- **BRIEF**: Retype every line below precisely as it appears.

- **DATA SECTION**:
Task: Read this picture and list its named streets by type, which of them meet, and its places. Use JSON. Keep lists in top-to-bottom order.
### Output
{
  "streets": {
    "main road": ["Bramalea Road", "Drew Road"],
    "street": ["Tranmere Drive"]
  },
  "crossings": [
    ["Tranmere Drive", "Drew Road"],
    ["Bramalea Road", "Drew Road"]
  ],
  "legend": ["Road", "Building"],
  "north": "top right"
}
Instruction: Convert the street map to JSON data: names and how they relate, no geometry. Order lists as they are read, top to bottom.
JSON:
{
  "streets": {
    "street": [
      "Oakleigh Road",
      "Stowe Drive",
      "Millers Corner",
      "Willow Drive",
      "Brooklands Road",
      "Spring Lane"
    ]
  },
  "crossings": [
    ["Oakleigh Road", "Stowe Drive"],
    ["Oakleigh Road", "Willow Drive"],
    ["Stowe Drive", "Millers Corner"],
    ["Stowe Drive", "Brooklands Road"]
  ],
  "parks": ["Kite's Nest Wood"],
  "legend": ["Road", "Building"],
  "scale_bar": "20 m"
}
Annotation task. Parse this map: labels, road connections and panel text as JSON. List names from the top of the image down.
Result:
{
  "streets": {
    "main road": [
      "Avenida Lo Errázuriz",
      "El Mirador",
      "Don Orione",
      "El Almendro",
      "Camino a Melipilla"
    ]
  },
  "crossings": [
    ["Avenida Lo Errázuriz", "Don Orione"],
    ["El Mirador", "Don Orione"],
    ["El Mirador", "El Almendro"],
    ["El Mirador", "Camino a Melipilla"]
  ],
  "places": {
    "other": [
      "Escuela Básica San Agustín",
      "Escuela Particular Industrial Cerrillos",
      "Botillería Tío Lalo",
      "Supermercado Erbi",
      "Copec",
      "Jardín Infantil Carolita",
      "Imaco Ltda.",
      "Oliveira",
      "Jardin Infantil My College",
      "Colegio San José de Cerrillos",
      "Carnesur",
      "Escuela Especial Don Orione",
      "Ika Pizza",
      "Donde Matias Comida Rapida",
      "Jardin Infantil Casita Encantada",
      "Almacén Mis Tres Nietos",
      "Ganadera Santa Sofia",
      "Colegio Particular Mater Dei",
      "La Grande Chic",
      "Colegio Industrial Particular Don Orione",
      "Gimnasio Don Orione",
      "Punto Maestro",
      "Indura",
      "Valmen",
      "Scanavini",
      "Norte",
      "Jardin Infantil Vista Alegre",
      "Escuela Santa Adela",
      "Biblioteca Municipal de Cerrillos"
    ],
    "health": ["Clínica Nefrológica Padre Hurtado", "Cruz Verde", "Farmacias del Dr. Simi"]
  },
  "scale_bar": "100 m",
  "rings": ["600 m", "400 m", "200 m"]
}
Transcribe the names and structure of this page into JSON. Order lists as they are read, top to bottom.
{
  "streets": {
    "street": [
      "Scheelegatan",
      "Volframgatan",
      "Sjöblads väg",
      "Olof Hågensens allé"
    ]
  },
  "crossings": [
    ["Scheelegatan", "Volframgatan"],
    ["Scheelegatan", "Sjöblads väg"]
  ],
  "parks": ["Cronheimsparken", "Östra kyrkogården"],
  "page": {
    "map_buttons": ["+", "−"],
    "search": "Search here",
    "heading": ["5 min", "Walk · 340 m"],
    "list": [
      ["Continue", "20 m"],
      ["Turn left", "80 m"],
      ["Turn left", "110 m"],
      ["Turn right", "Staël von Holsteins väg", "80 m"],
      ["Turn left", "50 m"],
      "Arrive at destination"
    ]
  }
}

- **OUTPUT BELOW**:
Task: Read this picture and list its named streets by type, which of them meet, and its places. Use JSON. Keep lists in top-to-bottom order.
### Output
{
  "streets": {
    "main road": ["Bramalea Road", "Drew Road"],
    "street": ["Tranmere Drive"]
  },
  "crossings": [
    ["Tranmere Drive", "Drew Road"],
    ["Bramalea Road", "Drew Road"]
  ],
  "legend": ["Road", "Building"],
  "north": "top right"
}
Instruction: Convert the street map to JSON data: names and how they relate, no geometry. Order lists as they are read, top to bottom.
JSON:
{
  "streets": {
    "street": [
      "Oakleigh Road",
      "Stowe Drive",
      "Millers Corner",
      "Willow Drive",
      "Brooklands Road",
      "Spring Lane"
    ]
  },
  "crossings": [
    ["Oakleigh Road", "Stowe Drive"],
    ["Oakleigh Road", "Willow Drive"],
    ["Stowe Drive", "Millers Corner"],
    ["Stowe Drive", "Brooklands Road"]
  ],
  "parks": ["Kite's Nest Wood"],
  "legend": ["Road", "Building"],
  "scale_bar": "20 m"
}
Annotation task. Parse this map: labels, road connections and panel text as JSON. List names from the top of the image down.
Result:
{
  "streets": {
    "main road": [
      "Avenida Lo Errázuriz",
      "El Mirador",
      "Don Orione",
      "El Almendro",
      "Camino a Melipilla"
    ]
  },
  "crossings": [
    ["Avenida Lo Errázuriz", "Don Orione"],
    ["El Mirador", "Don Orione"],
    ["El Mirador", "El Almendro"],
    ["El Mirador", "Camino a Melipilla"]
  ],
  "places": {
    "other": [
      "Escuela Básica San Agustín",
      "Escuela Particular Industrial Cerrillos",
      "Botillería Tío Lalo",
      "Supermercado Erbi",
      "Copec",
      "Jardín Infantil Carolita",
      "Imaco Ltda.",
      "Oliveira",
      "Jardin Infantil My College",
      "Colegio San José de Cerrillos",
      "Carnesur",
      "Escuela Especial Don Orione",
      "Ika Pizza",
      "Donde Matias Comida Rapida",
      "Jardin Infantil Casita Encantada",
      "Almacén Mis Tres Nietos",
      "Ganadera Santa Sofia",
      "Colegio Particular Mater Dei",
      "La Grande Chic",
      "Colegio Industrial Particular Don Orione",
      "Gimnasio Don Orione",
      "Punto Maestro",
      "Indura",
      "Valmen",
      "Scanavini",
      "Norte",
      "Jardin Infantil Vista Alegre",
      "Escuela Santa Adela",
      "Biblioteca Municipal de Cerrillos"
    ],
    "health": ["Clínica Nefrológica Padre Hurtado", "Cruz Verde", "Farmacias del Dr. Simi"]
  },
  "scale_bar": "100 m",
  "rings": ["600 m", "400 m", "200 m"]
}
Transcribe the names and structure of this page into JSON. Order lists as they are read, top to bottom.
{
  "streets": {
    "street": [
      "Scheelegatan",
      "Volframgatan",
      "Sjöblads väg",
      "Olof Hågensens allé"
    ]
  },
  "crossings": [
    ["Scheelegatan", "Volframgatan"],
    ["Scheelegatan", "Sjöblads väg"]
  ],
  "parks": ["Cronheimsparken", "Östra kyrkogården"],
  "page": {
    "map_buttons": ["+", "−"],
    "search": "Search here",
    "heading": ["5 min", "Walk · 340 m"],
    "list": [
      ["Continue", "20 m"],
      ["Turn left", "80 m"],
      ["Turn left", "110 m"],
      ["Turn right", "Staël von Holsteins väg", "80 m"],
      ["Turn left", "50 m"],
      "Arrive at destination"
    ]
  }
}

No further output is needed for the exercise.